Dataset entries
>>>
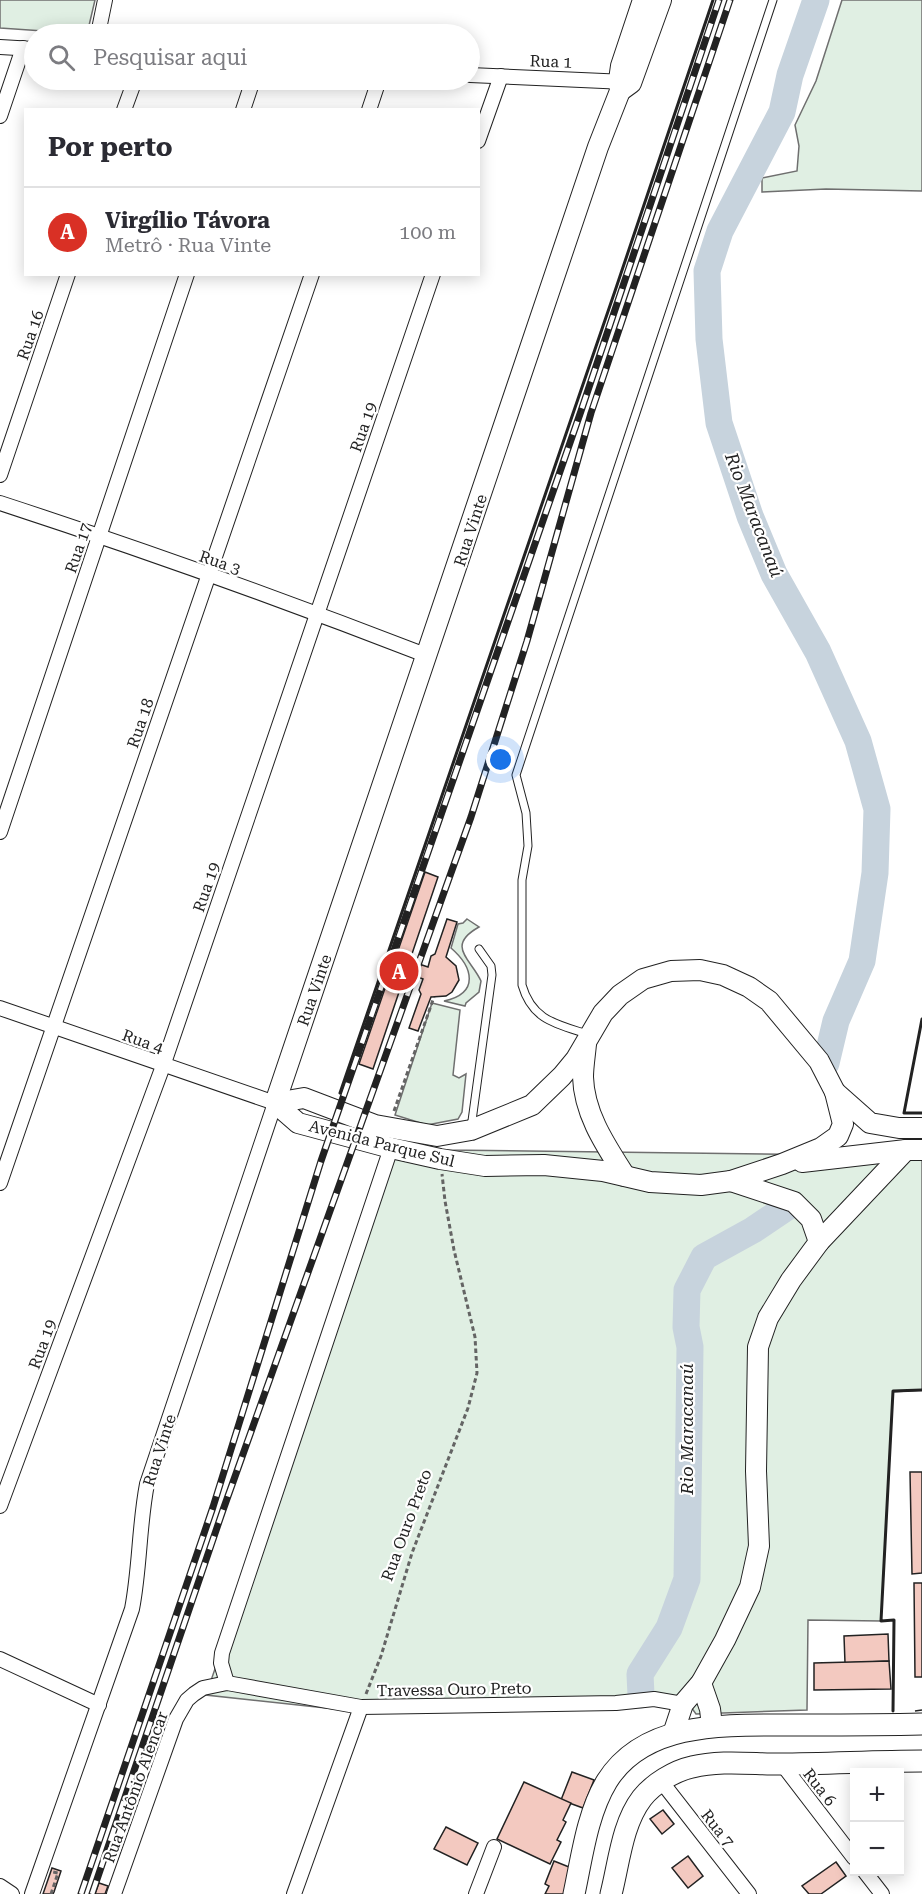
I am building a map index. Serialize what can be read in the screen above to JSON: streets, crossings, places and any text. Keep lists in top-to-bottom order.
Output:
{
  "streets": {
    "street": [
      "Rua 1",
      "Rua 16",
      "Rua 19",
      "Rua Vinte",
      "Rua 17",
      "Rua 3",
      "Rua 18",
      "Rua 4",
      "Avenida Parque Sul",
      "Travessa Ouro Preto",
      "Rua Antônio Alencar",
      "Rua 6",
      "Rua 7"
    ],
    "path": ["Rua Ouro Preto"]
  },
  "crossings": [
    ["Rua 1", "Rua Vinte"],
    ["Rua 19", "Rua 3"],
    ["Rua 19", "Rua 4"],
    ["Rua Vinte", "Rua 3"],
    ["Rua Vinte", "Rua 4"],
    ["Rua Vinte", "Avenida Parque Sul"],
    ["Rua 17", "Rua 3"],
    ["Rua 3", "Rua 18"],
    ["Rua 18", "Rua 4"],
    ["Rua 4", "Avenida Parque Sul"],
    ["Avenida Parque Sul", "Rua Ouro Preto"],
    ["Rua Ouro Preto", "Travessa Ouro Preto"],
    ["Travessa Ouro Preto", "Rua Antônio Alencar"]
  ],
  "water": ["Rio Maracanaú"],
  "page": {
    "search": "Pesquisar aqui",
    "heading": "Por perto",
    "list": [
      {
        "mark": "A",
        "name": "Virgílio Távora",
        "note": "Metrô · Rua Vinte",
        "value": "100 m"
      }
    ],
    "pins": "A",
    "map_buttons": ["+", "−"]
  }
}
<<<
*What is required*: Every entry above is to be printed again exactly, pictures omitted.

*Result for this exercise*:
I am building a map index. Serialize what can be read in the screen above to JSON: streets, crossings, places and any text. Keep lists in top-to-bottom order.
Output:
{
  "streets": {
    "street": [
      "Rua 1",
      "Rua 16",
      "Rua 19",
      "Rua Vinte",
      "Rua 17",
      "Rua 3",
      "Rua 18",
      "Rua 4",
      "Avenida Parque Sul",
      "Travessa Ouro Preto",
      "Rua Antônio Alencar",
      "Rua 6",
      "Rua 7"
    ],
    "path": ["Rua Ouro Preto"]
  },
  "crossings": [
    ["Rua 1", "Rua Vinte"],
    ["Rua 19", "Rua 3"],
    ["Rua 19", "Rua 4"],
    ["Rua Vinte", "Rua 3"],
    ["Rua Vinte", "Rua 4"],
    ["Rua Vinte", "Avenida Parque Sul"],
    ["Rua 17", "Rua 3"],
    ["Rua 3", "Rua 18"],
    ["Rua 18", "Rua 4"],
    ["Rua 4", "Avenida Parque Sul"],
    ["Avenida Parque Sul", "Rua Ouro Preto"],
    ["Rua Ouro Preto", "Travessa Ouro Preto"],
    ["Travessa Ouro Preto", "Rua Antônio Alencar"]
  ],
  "water": ["Rio Maracanaú"],
  "page": {
    "search": "Pesquisar aqui",
    "heading": "Por perto",
    "list": [
      {
        "mark": "A",
        "name": "Virgílio Távora",
        "note": "Metrô · Rua Vinte",
        "value": "100 m"
      }
    ],
    "pins": "A",
    "map_buttons": ["+", "−"]
  }
}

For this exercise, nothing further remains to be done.